In a journey that would eventually take him to every corner of the globe, photographer Todd Antony set out to identify and celebrate the ineffable qualities that set extraordinary people apart. Sponsored by Finlandia Vodka, Antony traveled with a film crew visiting a funeral dancer in New Orleans, a volcanic seismologist in Iceland, a drag-queen Mexican wrestler and many, many others. What follows is a portfolio of Antony’s beautiful work and a film capturing the characters, along with extracts and observations from each encounter.


“The difference between the bears and people is that you can 100% trust the bears.”

Known as the Bearman of Lapland, Sulo has raised sick and orphaned cubs for the best part of 20 years. Despite their hulking size, Sulo treats the bears with absolute trust, playing and wrestling with them affectionately.

“The bears are like family members to me.”

The week before our meeting, Sulo’s brother Jalo passed away. The brothers had lived together on the farm their whole lives. Now it’s just Sulo, and the bears.

“Well nobody is an individual anymore. Everybody’s like out of a cookie cutter.”

The nonagenarian doyenne of style, Iris is a modern day cultural icon. There was a considered order to the chaos of her Park Avenue apartment. Everything had its place, with Iris perfectly perched at the centre of it all.

Finlandia Presents – 1000 Years of Less Ordinary

So far we have encountered 1000 years of less ordinary life. These are their stories and this is their wisdom. Our journey continues.

“If you think for one second that you can’t do something, you’ve already lost.”

An actor of growing repute, Hafthor is training to become the world’s strongest man. Jakaból, his gym, resembled a factory. Chalk in the air, steel on the ground and on the back wall a single sign that read ‘No Pussies’.

“Wrestling gave me an identity and the courage to work through all my issues.”

Growing up in the macho boarder town of El Paso, Saúl Armendáriz had to deal with poverty and sexual repression. Now, when he steps into the wrestling ring, he does so as a she, as Cassandro el Exótico, the drag queen star of Mexican wrestling.

“It’s wrestling, not a beauty salon. Although sometimes it looks like one.”

She was the draw. The headliner. The main event. The crowd chanted her name unceasingly. “Cas-san-dro. Cas-san-dro.” The other wrestlers didn’t exist. Everyone was there to see her, and she didn’t disappoint.

“People will make me and people will make me disappear.”

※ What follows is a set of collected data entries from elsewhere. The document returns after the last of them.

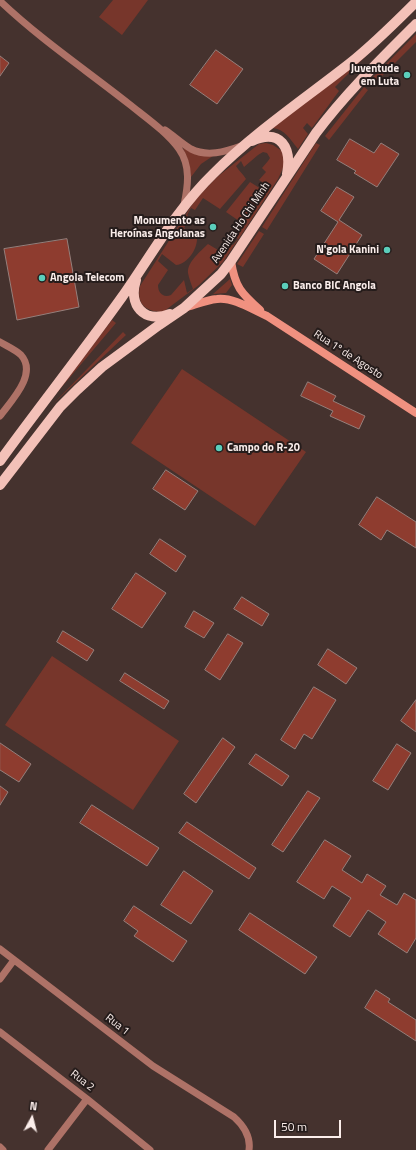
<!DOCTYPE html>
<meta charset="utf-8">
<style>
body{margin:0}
#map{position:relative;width:416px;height:1150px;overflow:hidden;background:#45322e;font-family:"Titillium Web",sans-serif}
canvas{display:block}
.north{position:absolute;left:12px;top:1098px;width:40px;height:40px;-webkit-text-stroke:3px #251c1b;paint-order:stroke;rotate:7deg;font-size:11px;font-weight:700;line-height:16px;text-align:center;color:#fbeeeb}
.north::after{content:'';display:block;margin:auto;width:14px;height:18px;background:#fbeeeb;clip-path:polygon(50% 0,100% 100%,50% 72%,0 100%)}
.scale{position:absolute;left:274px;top:1120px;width:67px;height:18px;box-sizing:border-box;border:2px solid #fbeeeb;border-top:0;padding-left:5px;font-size:12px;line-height:14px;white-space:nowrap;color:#fbeeeb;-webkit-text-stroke:3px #251c1b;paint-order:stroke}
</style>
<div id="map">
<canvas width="416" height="1150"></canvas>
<div class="north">N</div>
<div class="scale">50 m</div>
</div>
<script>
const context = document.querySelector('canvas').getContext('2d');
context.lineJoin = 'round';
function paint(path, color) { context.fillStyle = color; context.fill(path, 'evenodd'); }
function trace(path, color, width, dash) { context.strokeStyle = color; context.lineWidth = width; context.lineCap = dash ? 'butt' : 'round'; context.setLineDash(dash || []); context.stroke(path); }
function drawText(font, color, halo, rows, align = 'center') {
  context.font = font + ' "Titillium Web",sans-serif'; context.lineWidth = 4; context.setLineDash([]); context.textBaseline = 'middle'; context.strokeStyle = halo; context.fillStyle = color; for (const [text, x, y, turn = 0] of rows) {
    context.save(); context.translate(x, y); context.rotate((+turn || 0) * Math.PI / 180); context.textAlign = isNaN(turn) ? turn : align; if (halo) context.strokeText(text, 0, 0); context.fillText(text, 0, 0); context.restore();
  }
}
paint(new Path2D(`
 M 113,0 L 148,0 L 122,35 L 99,17 Z
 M 416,34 L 416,42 L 371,87 L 367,83 Z
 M 375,47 L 335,87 L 339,91 L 312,128 L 307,123 L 303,128 L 308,134 L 298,149 C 290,139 285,129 272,128 Z
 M 364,87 L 368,90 L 329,140 L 325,136 Z
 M 266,143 L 273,145 L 282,151 L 285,164 L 278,179 L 244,231 L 223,262 L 199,285 L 163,312 C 146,312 136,304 140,286 L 195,200 L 217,177 L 259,144 ZM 263,152 L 267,153 L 270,158 L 268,161 L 262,168 L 266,172 L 259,180 L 270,187 L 266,192 L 250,182 L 226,212 L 242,223 L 234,236 L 238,239 L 233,245 L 229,243 L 223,253 L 208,244 C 201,251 187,262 188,273 C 189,278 191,284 193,289 L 187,293 L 184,280 L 171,295 C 163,298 158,293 158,285 L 168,270 L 158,261 L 162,254 L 176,265 C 188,264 198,248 197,237 L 184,228 L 190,217 L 187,215 L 191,208 L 195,210 L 203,198 L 220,209 L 246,179 C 243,174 239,171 236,166 L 241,161 L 244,167 L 258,155 Z
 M 316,143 L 320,145 L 267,230 L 262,227 Z
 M 183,148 L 197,155 L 213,156 L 201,164 L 191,177 L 188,161 Z
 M 259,231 L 264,234 L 243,267 L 237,264 Z
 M 230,279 L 232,285 L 226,293 L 213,294 Z
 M 112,320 L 116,323 L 49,402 Z
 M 123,332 L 126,335 L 53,404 Z
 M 182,369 L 306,452 L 255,526 L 131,443 Z
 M 52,656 L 179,741 L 133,810 L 5,725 Z`), '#77362b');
const building = new Path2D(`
 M 216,50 L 243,69 L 217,104 L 190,85 Z
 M 0,56 L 9,63 L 0,76 Z
 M 350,139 L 374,153 L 381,143 L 399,154 L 377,187 L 354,173 L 356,171 L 337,160 Z
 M 337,187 L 354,197 L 339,220 L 362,235 L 337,274 L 314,259 L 338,222 L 321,211 Z
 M 67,239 L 79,307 L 17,320 L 4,249 Z
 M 308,382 L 336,396 L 333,401 L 365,416 L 359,429 L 330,416 L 333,411 L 301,396 Z
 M 166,470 L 198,491 L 185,510 L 153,489 Z
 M 377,497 L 416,522 L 416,548 L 387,530 L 381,540 L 359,525 Z
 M 160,539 L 186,556 L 176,572 L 150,554 Z
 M 136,573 L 166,593 L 142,628 L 112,609 Z
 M 242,597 L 269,614 L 262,626 L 234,609 Z
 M 194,611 L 214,623 L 204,638 L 185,627 Z
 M 63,631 L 94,650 L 87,661 L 57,642 Z
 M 228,634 L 243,643 L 220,680 L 205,670 Z
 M 328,649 L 357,668 L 346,684 L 318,665 Z
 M 125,673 L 169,701 L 164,709 L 120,681 Z
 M 314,687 L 336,700 L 312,739 L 304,734 L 295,749 L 281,740 Z
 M 416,700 L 416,732 L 401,721 Z
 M 223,738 L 235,747 L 196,803 L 184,794 Z
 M 0,743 L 31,764 L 19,782 L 0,770 Z
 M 397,744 L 411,753 L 388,790 L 373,781 Z
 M 256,754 L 289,776 L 282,786 L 249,764 Z
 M 0,786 L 8,792 L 0,805 Z
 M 308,791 L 320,798 L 283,852 L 272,845 Z
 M 92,805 L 159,848 L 147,866 L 80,823 Z
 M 187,822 L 256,868 L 249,879 L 179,833 Z
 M 325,840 L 351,856 L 342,870 L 362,883 L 367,874 L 386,886 L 380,895 L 397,905 L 404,893 L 416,900 L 416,938 L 407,953 L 378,934 L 386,922 L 368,910 L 350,937 L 333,926 L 351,898 L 332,886 L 324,899 L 297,882 Z
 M 184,871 L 213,891 L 191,924 L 161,905 Z
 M 134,906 L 187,941 L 173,962 L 134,936 L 138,931 L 124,921 Z
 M 250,913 L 317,957 L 305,974 L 239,930 Z
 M 376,990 L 390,999 L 388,1002 L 416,1020 L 416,1041 L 365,1008 Z`);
paint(building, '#8e3c2f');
trace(building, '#957f7b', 1);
trace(new Path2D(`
 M 0,1 C 40,39 86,70 129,104 C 145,117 167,132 179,149 C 191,166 188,186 184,205
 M 165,130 C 174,136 182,144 191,149 C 207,157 225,152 241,146
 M 0,342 C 7,346 16,350 21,355 C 38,374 11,401 0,416
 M 0,949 L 153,1066 L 234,1117 C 244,1126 251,1136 249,1150
 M 0,979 L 14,960
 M 0,1032 L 87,1099 L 150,1150
 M 0,1147 L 3,1150
 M 48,1150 L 87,1099`), '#ae7267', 7);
trace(new Path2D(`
 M 231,261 C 235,287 241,293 260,310
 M 184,308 C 195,305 206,300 217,299 C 234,297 253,310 267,316 L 416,413`), '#f09180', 8);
trace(new Path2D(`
 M 252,141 C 281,128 292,148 287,174
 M 136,280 C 128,305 144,324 170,314
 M 0,461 C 40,406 82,353 122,297 C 151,256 176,210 213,174 C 254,133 303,100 349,64 C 373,45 394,24 416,2
 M 0,485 L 60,407 L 77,390 L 102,367 L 159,325 L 184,308 L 221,274 L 231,261 L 316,133 C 346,93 381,59 416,24`), '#f3c1b8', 10);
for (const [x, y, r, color] of [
 [407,75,4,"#5bcebb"],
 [213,227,4,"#5bcebb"],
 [387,250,4,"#5bcebb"],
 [42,278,4,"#5bcebb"],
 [285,286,4,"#5bcebb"],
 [219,448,4,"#5bcebb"]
]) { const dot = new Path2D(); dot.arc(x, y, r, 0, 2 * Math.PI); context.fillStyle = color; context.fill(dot); trace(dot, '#251c1b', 1.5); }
drawText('bold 11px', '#fbeeeb', '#251c1b', [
 ["Juventude",399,69],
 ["em Luta",399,82],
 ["Monumento as",205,221],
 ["Heroínas Angolanas",205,234],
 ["N'gola Kanini",379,250],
 ["Angola Telecom",50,278,"left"],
 ["Banco BIC Angola",293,286,"left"],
 ["Campo do R-20",227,448,"left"]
], 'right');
drawText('11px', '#fbeeeb', '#251c1b', [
 ["Avenida Ho Chi Minh",241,223,-56],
 ["Rua 1º de Agosto",348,355,33],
 ["Rua 1",117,1025,38],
 ["Rua 2",82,1081,38]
]);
</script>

After the glory and adulation of the fight, Cassandro spoke at length about pain. About all the things she’d given up for wrestling, and the lingering fear that her beloved lucha libre would leave her body broken beyond repair.

“After training I have been so cold that I can’t open the doors of my car.”

Tuomas Kaario keeps on pushing the limits of open water distance swimming. Last year he became the first person to cross the freezing 58km Gulf of Finland, doing so in 22 hours, without a wetsuit.

“I was so afraid of the water, the darkness, the waves.”

As a storm rolled in and he prepared to enter the sea, Tuomas explained how he’d grow up in fear of the open water. The darkness and uncertainty that lurked beneath. He took these fears with him every time he swam, as a reminder against complacency.

“God and music are my strength.”

As sweat poured down his face, Squirt Hunter explained how he’d danced at New Orleans “jazz funerals” since he was a boy. For him dancing was a spiritual experience that brought him closer to God.

“A smile is everything. It gives people courage.”

The sun hung low as the procession moved through the graveyard. The band first, playing a rousing number. Next came the mourners, singing and clapping. And then Squirt, dancing hard, leading the second line of the procession.

“Every day the grave is calling us.”

Death wasn’t a sad time for them. It was a time to rejoice and celebrate the life that had been lived. They spoke about the soul being “cut loose”, freed from the pain and hardships of this life.

“The fast reindeer eats the slow one.”

Hanna has raced reindeer since she was a child. Introduced to the sport by her father, who himself raced in the 1980s, she rose steadily through the ranks and is now the Finnish champion and the world record holder over 1km.

“Our traditions make us who we are.”

Talking to Hanna, you get a clear idea of just how important the reindeer is to the people of northern Finland. It plays a central role in their culture, touching every part of their lives from sport to sustenance to economic stability.

“You must not have any fear, or your cover is blown immediately.”

It’s impossible to know who the real Matti Markkanen is. He’ll freely tell you that at different times he’s played the bank robber, the mathematician, the KGB double agent and the prison escapee. Has he been any of these things or has he been all of them? Only he truly knows.

“Driving to my grandfather’s in the countryside you have to pass a volcano.”

Her native Iceland may be the land of fire and ice. But volcanic seismologist Tobba Ágústsdóttir has always gravitated towards the former, the fire that burns just beneath her country’s barren surface.

“You’re tiny compared to Mother Nature.”

Tobba was adamant that science needed to be respectful of nature. She said that we’re all much smaller than we think and that ignorance, especially in the field, was extremely dangerous.